▶ Your objective:
Every line of the material must be copied exactly.

▶ The records:
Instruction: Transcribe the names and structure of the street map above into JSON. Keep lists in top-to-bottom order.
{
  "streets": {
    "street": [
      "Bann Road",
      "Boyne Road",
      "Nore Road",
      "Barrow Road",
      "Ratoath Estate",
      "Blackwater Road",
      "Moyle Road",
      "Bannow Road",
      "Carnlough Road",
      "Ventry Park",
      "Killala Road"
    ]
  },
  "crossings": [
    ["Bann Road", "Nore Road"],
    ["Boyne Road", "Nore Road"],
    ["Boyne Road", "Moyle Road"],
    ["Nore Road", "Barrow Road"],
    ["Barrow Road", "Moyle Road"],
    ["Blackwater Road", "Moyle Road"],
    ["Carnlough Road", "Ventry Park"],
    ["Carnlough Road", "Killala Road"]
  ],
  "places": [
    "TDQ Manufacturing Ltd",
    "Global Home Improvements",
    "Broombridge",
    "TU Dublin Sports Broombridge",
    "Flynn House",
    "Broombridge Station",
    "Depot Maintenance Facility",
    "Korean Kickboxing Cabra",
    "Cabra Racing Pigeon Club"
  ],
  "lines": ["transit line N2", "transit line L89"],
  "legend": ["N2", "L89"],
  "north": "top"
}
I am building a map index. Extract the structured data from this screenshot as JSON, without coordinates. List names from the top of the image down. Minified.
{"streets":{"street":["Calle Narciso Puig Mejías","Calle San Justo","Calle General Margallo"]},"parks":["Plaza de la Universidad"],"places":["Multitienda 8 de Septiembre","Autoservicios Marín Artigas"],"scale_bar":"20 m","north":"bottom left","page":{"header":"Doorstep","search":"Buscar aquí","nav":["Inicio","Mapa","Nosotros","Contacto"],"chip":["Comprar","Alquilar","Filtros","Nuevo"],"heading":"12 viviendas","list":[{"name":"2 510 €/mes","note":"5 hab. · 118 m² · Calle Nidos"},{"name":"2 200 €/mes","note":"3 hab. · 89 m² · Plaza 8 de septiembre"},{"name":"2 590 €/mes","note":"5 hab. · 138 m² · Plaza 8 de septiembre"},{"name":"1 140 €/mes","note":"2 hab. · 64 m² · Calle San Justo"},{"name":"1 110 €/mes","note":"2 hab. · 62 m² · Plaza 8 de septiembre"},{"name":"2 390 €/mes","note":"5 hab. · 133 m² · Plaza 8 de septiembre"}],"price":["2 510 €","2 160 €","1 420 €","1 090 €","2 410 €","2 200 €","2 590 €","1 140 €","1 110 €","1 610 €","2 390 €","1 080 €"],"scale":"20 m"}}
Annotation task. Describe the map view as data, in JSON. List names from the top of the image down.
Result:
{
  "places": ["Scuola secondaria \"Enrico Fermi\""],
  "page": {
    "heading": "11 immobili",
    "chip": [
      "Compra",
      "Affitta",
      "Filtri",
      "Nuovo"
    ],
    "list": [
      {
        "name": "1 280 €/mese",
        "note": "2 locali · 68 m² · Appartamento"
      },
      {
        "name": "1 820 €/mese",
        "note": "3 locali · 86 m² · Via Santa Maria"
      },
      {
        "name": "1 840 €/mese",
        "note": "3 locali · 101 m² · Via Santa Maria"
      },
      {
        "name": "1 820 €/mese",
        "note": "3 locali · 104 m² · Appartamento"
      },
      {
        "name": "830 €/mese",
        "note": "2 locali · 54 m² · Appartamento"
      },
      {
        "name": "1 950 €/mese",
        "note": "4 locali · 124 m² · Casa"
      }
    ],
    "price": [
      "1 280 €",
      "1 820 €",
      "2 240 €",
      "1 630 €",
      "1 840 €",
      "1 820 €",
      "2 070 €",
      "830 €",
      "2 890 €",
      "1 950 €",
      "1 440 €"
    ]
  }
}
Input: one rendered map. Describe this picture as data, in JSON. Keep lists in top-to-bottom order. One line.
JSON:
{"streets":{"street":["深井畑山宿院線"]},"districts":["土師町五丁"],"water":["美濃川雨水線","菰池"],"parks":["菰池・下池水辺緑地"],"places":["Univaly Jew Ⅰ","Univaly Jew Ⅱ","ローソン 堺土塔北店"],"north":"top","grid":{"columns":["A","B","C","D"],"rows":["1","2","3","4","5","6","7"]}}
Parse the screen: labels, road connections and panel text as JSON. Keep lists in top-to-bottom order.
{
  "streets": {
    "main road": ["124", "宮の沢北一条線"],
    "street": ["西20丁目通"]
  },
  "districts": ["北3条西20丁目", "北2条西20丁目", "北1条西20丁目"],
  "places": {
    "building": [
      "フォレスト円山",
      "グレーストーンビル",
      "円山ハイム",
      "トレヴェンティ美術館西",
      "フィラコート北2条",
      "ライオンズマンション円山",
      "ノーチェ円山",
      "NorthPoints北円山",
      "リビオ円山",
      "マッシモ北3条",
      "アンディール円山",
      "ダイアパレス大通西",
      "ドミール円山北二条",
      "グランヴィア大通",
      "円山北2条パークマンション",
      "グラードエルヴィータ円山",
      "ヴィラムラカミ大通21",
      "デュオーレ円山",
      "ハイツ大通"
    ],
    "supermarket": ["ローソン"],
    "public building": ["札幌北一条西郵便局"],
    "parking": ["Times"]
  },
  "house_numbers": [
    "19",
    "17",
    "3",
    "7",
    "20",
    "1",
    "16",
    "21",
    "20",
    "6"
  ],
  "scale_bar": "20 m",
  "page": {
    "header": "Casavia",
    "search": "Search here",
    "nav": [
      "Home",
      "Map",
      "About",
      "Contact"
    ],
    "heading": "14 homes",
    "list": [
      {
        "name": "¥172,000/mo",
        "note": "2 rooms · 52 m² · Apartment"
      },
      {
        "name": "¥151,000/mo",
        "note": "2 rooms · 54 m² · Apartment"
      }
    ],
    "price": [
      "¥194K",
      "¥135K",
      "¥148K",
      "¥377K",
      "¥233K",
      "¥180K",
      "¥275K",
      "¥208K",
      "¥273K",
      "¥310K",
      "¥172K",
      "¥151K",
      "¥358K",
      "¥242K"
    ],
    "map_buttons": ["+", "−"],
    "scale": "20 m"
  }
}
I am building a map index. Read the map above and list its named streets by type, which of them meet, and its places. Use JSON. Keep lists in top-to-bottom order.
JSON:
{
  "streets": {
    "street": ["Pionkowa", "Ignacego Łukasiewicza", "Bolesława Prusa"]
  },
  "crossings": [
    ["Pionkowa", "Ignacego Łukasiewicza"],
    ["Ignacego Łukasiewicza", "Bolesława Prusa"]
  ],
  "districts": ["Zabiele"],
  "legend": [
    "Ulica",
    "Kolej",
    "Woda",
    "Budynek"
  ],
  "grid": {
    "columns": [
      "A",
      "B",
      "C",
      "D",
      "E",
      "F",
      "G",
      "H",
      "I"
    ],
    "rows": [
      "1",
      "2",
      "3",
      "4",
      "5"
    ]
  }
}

▶ Your response:
Instruction: Transcribe the names and structure of the street map above into JSON. Keep lists in top-to-bottom order.
{
  "streets": {
    "street": [
      "Bann Road",
      "Boyne Road",
      "Nore Road",
      "Barrow Road",
      "Ratoath Estate",
      "Blackwater Road",
      "Moyle Road",
      "Bannow Road",
      "Carnlough Road",
      "Ventry Park",
      "Killala Road"
    ]
  },
  "crossings": [
    ["Bann Road", "Nore Road"],
    ["Boyne Road", "Nore Road"],
    ["Boyne Road", "Moyle Road"],
    ["Nore Road", "Barrow Road"],
    ["Barrow Road", "Moyle Road"],
    ["Blackwater Road", "Moyle Road"],
    ["Carnlough Road", "Ventry Park"],
    ["Carnlough Road", "Killala Road"]
  ],
  "places": [
    "TDQ Manufacturing Ltd",
    "Global Home Improvements",
    "Broombridge",
    "TU Dublin Sports Broombridge",
    "Flynn House",
    "Broombridge Station",
    "Depot Maintenance Facility",
    "Korean Kickboxing Cabra",
    "Cabra Racing Pigeon Club"
  ],
  "lines": ["transit line N2", "transit line L89"],
  "legend": ["N2", "L89"],
  "north": "top"
}
I am building a map index. Extract the structured data from this screenshot as JSON, without coordinates. List names from the top of the image down. Minified.
{"streets":{"street":["Calle Narciso Puig Mejías","Calle San Justo","Calle General Margallo"]},"parks":["Plaza de la Universidad"],"places":["Multitienda 8 de Septiembre","Autoservicios Marín Artigas"],"scale_bar":"20 m","north":"bottom left","page":{"header":"Doorstep","search":"Buscar aquí","nav":["Inicio","Mapa","Nosotros","Contacto"],"chip":["Comprar","Alquilar","Filtros","Nuevo"],"heading":"12 viviendas","list":[{"name":"2 510 €/mes","note":"5 hab. · 118 m² · Calle Nidos"},{"name":"2 200 €/mes","note":"3 hab. · 89 m² · Plaza 8 de septiembre"},{"name":"2 590 €/mes","note":"5 hab. · 138 m² · Plaza 8 de septiembre"},{"name":"1 140 €/mes","note":"2 hab. · 64 m² · Calle San Justo"},{"name":"1 110 €/mes","note":"2 hab. · 62 m² · Plaza 8 de septiembre"},{"name":"2 390 €/mes","note":"5 hab. · 133 m² · Plaza 8 de septiembre"}],"price":["2 510 €","2 160 €","1 420 €","1 090 €","2 410 €","2 200 €","2 590 €","1 140 €","1 110 €","1 610 €","2 390 €","1 080 €"],"scale":"20 m"}}
Annotation task. Describe the map view as data, in JSON. List names from the top of the image down.
Result:
{
  "places": ["Scuola secondaria \"Enrico Fermi\""],
  "page": {
    "heading": "11 immobili",
    "chip": [
      "Compra",
      "Affitta",
      "Filtri",
      "Nuovo"
    ],
    "list": [
      {
        "name": "1 280 €/mese",
        "note": "2 locali · 68 m² · Appartamento"
      },
      {
        "name": "1 820 €/mese",
        "note": "3 locali · 86 m² · Via Santa Maria"
      },
      {
        "name": "1 840 €/mese",
        "note": "3 locali · 101 m² · Via Santa Maria"
      },
      {
        "name": "1 820 €/mese",
        "note": "3 locali · 104 m² · Appartamento"
      },
      {
        "name": "830 €/mese",
        "note": "2 locali · 54 m² · Appartamento"
      },
      {
        "name": "1 950 €/mese",
        "note": "4 locali · 124 m² · Casa"
      }
    ],
    "price": [
      "1 280 €",
      "1 820 €",
      "2 240 €",
      "1 630 €",
      "1 840 €",
      "1 820 €",
      "2 070 €",
      "830 €",
      "2 890 €",
      "1 950 €",
      "1 440 €"
    ]
  }
}
Input: one rendered map. Describe this picture as data, in JSON. Keep lists in top-to-bottom order. One line.
JSON:
{"streets":{"street":["深井畑山宿院線"]},"districts":["土師町五丁"],"water":["美濃川雨水線","菰池"],"parks":["菰池・下池水辺緑地"],"places":["Univaly Jew Ⅰ","Univaly Jew Ⅱ","ローソン 堺土塔北店"],"north":"top","grid":{"columns":["A","B","C","D"],"rows":["1","2","3","4","5","6","7"]}}
Parse the screen: labels, road connections and panel text as JSON. Keep lists in top-to-bottom order.
{
  "streets": {
    "main road": ["124", "宮の沢北一条線"],
    "street": ["西20丁目通"]
  },
  "districts": ["北3条西20丁目", "北2条西20丁目", "北1条西20丁目"],
  "places": {
    "building": [
      "フォレスト円山",
      "グレーストーンビル",
      "円山ハイム",
      "トレヴェンティ美術館西",
      "フィラコート北2条",
      "ライオンズマンション円山",
      "ノーチェ円山",
      "NorthPoints北円山",
      "リビオ円山",
      "マッシモ北3条",
      "アンディール円山",
      "ダイアパレス大通西",
      "ドミール円山北二条",
      "グランヴィア大通",
      "円山北2条パークマンション",
      "グラードエルヴィータ円山",
      "ヴィラムラカミ大通21",
      "デュオーレ円山",
      "ハイツ大通"
    ],
    "supermarket": ["ローソン"],
    "public building": ["札幌北一条西郵便局"],
    "parking": ["Times"]
  },
  "house_numbers": [
    "19",
    "17",
    "3",
    "7",
    "20",
    "1",
    "16",
    "21",
    "20",
    "6"
  ],
  "scale_bar": "20 m",
  "page": {
    "header": "Casavia",
    "search": "Search here",
    "nav": [
      "Home",
      "Map",
      "About",
      "Contact"
    ],
    "heading": "14 homes",
    "list": [
      {
        "name": "¥172,000/mo",
        "note": "2 rooms · 52 m² · Apartment"
      },
      {
        "name": "¥151,000/mo",
        "note": "2 rooms · 54 m² · Apartment"
      }
    ],
    "price": [
      "¥194K",
      "¥135K",
      "¥148K",
      "¥377K",
      "¥233K",
      "¥180K",
      "¥275K",
      "¥208K",
      "¥273K",
      "¥310K",
      "¥172K",
      "¥151K",
      "¥358K",
      "¥242K"
    ],
    "map_buttons": ["+", "−"],
    "scale": "20 m"
  }
}
I am building a map index. Read the map above and list its named streets by type, which of them meet, and its places. Use JSON. Keep lists in top-to-bottom order.
JSON:
{
  "streets": {
    "street": ["Pionkowa", "Ignacego Łukasiewicza", "Bolesława Prusa"]
  },
  "crossings": [
    ["Pionkowa", "Ignacego Łukasiewicza"],
    ["Ignacego Łukasiewicza", "Bolesława Prusa"]
  ],
  "districts": ["Zabiele"],
  "legend": [
    "Ulica",
    "Kolej",
    "Woda",
    "Budynek"
  ],
  "grid": {
    "columns": [
      "A",
      "B",
      "C",
      "D",
      "E",
      "F",
      "G",
      "H",
      "I"
    ],
    "rows": [
      "1",
      "2",
      "3",
      "4",
      "5"
    ]
  }
}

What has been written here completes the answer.